▶ [SUPPLIED INFORMATION]:
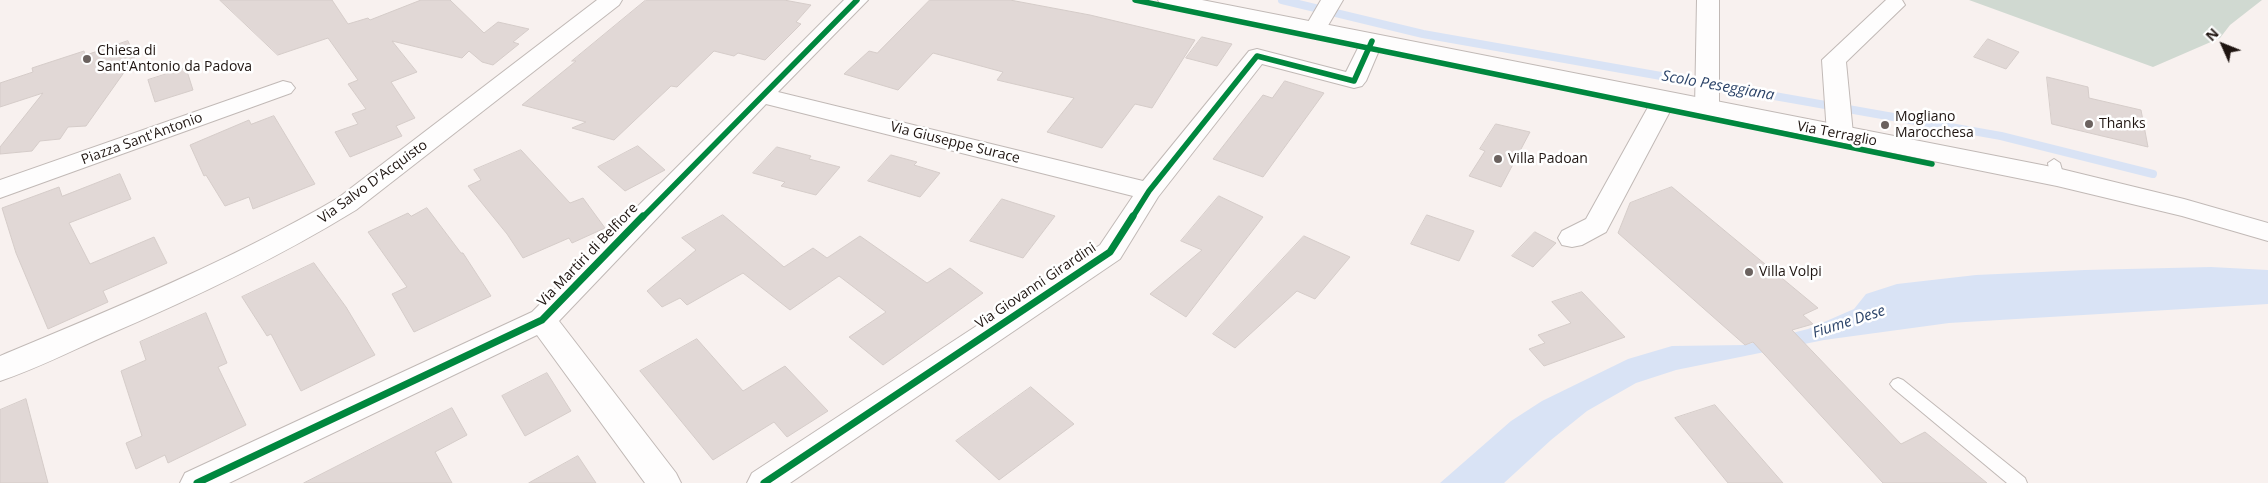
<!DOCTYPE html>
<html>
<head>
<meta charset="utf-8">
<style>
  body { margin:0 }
  #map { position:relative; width:2268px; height:483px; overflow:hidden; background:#f8f1ef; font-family:"Open Sans",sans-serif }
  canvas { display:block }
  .north { position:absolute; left:2198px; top:20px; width:50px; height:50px; -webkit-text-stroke:4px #fff; paint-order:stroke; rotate:314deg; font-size:14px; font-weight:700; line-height:20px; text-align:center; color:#1f1511 }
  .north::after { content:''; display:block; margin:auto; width:18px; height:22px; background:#1f1511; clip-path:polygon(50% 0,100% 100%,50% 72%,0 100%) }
</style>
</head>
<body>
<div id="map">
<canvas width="2268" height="483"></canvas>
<div class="north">N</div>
</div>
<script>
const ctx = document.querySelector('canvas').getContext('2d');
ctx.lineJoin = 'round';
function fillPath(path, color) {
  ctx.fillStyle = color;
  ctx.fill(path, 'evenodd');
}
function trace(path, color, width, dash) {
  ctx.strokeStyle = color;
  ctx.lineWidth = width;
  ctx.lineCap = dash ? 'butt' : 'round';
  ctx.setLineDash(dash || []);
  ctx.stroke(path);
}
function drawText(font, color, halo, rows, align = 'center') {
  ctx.font = font + ' "Open Sans",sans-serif';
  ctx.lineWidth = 5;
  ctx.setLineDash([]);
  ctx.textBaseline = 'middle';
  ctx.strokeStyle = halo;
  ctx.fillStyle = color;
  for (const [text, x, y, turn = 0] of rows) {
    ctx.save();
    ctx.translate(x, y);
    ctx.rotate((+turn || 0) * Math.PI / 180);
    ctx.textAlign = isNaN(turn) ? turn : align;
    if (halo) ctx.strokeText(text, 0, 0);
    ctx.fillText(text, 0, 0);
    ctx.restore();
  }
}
fillPath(new Path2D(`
  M1969,0H2262L2230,25L2220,38L2153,67Z`), '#d0d9d1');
fillPath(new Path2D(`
  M2211,267L2268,270V304L1949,323L1824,340L1676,370L1636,383L1587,411L1551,440L1504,483H1440L1511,421L1542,401L1628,359L1672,346L1745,345L1808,329L1854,309L1866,294L1897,284L1976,275L2085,270Z`), '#d9e3f5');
trace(new Path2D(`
  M1282,0L1423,34L2001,136L2153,174`), '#d9e3f5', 8);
const building = new Path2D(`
  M220,0H332L348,24L368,18L370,20L421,0H450L484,33L498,22L529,29L513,42L519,44L493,65L482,62L469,51L462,58L392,41L417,72L391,82L415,118L396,126L402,136L350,157L335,132L358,124L352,114L366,109L348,84L358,80L328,38L278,55Z
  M646,0H784L811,5L796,22L801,24L765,60L738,53L734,56L714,51L677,87L671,86L614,140L572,128L586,122L522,105L576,61H572Z
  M930,0H1010L1090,15L1195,40L1152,108L1135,104L1102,148L1047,132L1074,98L997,80L1003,72L933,53L898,90L844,74L869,51L877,53Z
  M1202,37L1232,44L1217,66L1186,58Z
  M1988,39L2019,52L2006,69L1974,57Z
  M128,41L135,57L86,126L68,127L60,139L40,141L32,151L0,154V147L43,93L0,107V83L33,72L32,68L84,51L85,55Z
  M186,68L193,90L155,102L148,80Z
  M2047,77L2088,87L2089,98L2141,110L2148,147L2052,124Z
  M1285,81L1324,93L1263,177L1213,159L1263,95L1272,98Z
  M274,116L315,184L253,209L249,197L225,206L206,175L204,176L190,145L249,120L251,124Z
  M1496,124L1530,132L1501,187L1469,176L1485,151L1480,149Z
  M638,146L665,170L625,191L598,167Z
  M777,147L811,156L809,159L840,167L816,195L781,186L785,182L753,173Z
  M521,150L570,203L583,198L605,228L572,243L569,238L523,258L507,234L468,186L481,180L474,170Z
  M891,155L917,162L914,165L940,173L920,197L868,181Z
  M120,174L131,199L69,223L90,264L154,237L167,263L103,291L108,302L48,329L16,253L2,208L59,187L62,196Z
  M1672,187L1818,308L1803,315L1813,324L1792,330L1901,444L1925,432L1987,483H1883L1753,342L1745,345L1618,233L1630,203Z
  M1219,196L1263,217L1186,317L1150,294L1202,250L1181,241Z
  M1002,199L1055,216L1023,258L970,241Z
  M427,208L461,253H463L491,296L414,332L392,294L407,287L368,232L408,213L411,216Z
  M723,215L784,267L813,248L827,258L860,236L927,283L950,268L983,293L883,365L849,337L886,312L839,276L790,310L743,273L687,305L680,298L662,307L647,291L696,250L682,238Z
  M1427,215L1474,231L1459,261L1411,244Z
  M1535,232L1556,243L1533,267L1512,256Z
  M1304,236L1350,257L1315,299L1297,291L1235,348L1213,334Z
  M314,263L346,307L375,355L301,391L271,334L267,336L242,297Z
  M1582,292L1625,337L1544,366L1529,349L1545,343L1538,335L1571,323L1552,302Z
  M206,313L227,363L218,367L246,425L168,463L165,455L136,469L126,443L142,436L121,371L146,360L140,342Z
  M697,339L743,391L785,366L828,411L787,437L774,422L713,460L640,371Z
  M547,373L571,411L525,436L502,396Z
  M1031,387L1074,424L999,480L956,441Z
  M26,399L48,483H0V410Z
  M1715,405L1783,483H1728L1675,418Z
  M452,408L467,435L435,452L452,483H304Z
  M578,456L596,483H529Z`);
fillPath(building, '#e1d8d6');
trace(building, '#d5ccc9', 1);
const lane = new Path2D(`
  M2054,159L2060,163L2064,177L2057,181L2050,177L2048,163Z
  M1898,378L1903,380L2025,478L2027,483H2007L1893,388L1890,384L1893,380Z`);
const street = new Path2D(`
  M597,0H622L619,5L356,210C276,259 192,299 105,336C71,351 36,369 0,381V356C115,308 230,261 338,198Z
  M844,0H868L778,92L1143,181L1249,51L1257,49L1346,72L1364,36L1372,34L1380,36L1383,41L1366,81L1362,86L1354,88L1262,64L1158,197L1120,259L790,483H747L752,473L1100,245L1133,196L766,104L559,321L676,473L681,483H645L537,335L229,483H180L185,473L532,312Z
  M1321,0H1343L1323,34L1315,36L1307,34L1304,29Z
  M1697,0H1719V108L1716,113L1707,116L1698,113L1695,108Z
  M1886,0H1902L1905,5L1846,62L1853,134L1849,140L1840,142L1831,140L1827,134L1822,60Z
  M283,81L291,83L295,88L291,93L0,198V180Z
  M1664,93L1673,95L1676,100L1606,232L1582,245L1572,247L1562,245L1558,238L1562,231L1586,219L1652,100L1655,95Z`);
const primary = new Path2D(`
  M1158,0H1202L2057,168L2184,199L2268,223V241L2182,216L2057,186L1169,7L1161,5Z`);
trace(lane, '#c1b9b6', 2);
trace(street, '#c1b9b6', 2);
trace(primary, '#c1b9b6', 2);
fillPath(lane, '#fefdfd');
fillPath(street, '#fefdfd');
fillPath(primary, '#fefdfd');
trace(new Path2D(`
  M1135,0L1932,164
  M642,218L857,0
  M1132,218L1149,191L1257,56L1354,81L1372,41`), '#00873e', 5.5);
trace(new Path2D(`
  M197,483L542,320L643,216
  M764,483L1110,252L1133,216`), '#00873e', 7);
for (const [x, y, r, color] of [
  [87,59,5,"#6b625f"],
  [2089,124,5,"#6b625f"],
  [1885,125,5,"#6b625f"],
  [1498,159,5,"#6b625f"],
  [1749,272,5,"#6b625f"]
]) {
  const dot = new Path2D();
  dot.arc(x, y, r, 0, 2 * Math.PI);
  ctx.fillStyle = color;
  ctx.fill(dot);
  trace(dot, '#fff', 2);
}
drawText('14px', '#1f1511', '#fff', [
  ["Chiesa di",97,51],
  ["Sant'Antonio da Padova",97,67],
  ["Mogliano",1895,117],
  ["Marocchesa",1895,133],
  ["Thanks",2099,124],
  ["Villa Padoan",1508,159],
  ["Villa Volpi",1759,272]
], 'left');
drawText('14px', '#1f1511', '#fff', [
  ["Via Terraglio",1837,134,11],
  ["Piazza Sant'Antonio",142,139,-20],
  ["Via Giuseppe Surace",955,143,14],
  ["Via Salvo D'Acquisto",373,182,-36],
  ["Via Martiri di Belfiore",588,255,-46],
  ["Via Giovanni Girardini",1036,286,-34]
]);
drawText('italic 15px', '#2c4469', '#fff', [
  ["Scolo Peseggiana",1718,86,10],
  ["Fiume Dese",1849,322,-18]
]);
</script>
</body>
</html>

▶ [PROBLEM]:
Retyping should start at the first line of the data above and stop after the line with "ctx.setLineDash(dash || []);", and no picture should be included.

▶ [REPLY]:
<!DOCTYPE html>
<html>
<head>
<meta charset="utf-8">
<style>
  body { margin:0 }
  #map { position:relative; width:2268px; height:483px; overflow:hidden; background:#f8f1ef; font-family:"Open Sans",sans-serif }
  canvas { display:block }
  .north { position:absolute; left:2198px; top:20px; width:50px; height:50px; -webkit-text-stroke:4px #fff; paint-order:stroke; rotate:314deg; font-size:14px; font-weight:700; line-height:20px; text-align:center; color:#1f1511 }
  .north::after { content:''; display:block; margin:auto; width:18px; height:22px; background:#1f1511; clip-path:polygon(50% 0,100% 100%,50% 72%,0 100%) }
</style>
</head>
<body>
<div id="map">
<canvas width="2268" height="483"></canvas>
<div class="north">N</div>
</div>
<script>
const ctx = document.querySelector('canvas').getContext('2d');
ctx.lineJoin = 'round';
function fillPath(path, color) {
  ctx.fillStyle = color;
  ctx.fill(path, 'evenodd');
}
function trace(path, color, width, dash) {
  ctx.strokeStyle = color;
  ctx.lineWidth = width;
  ctx.lineCap = dash ? 'butt' : 'round';
  ctx.setLineDash(dash || []);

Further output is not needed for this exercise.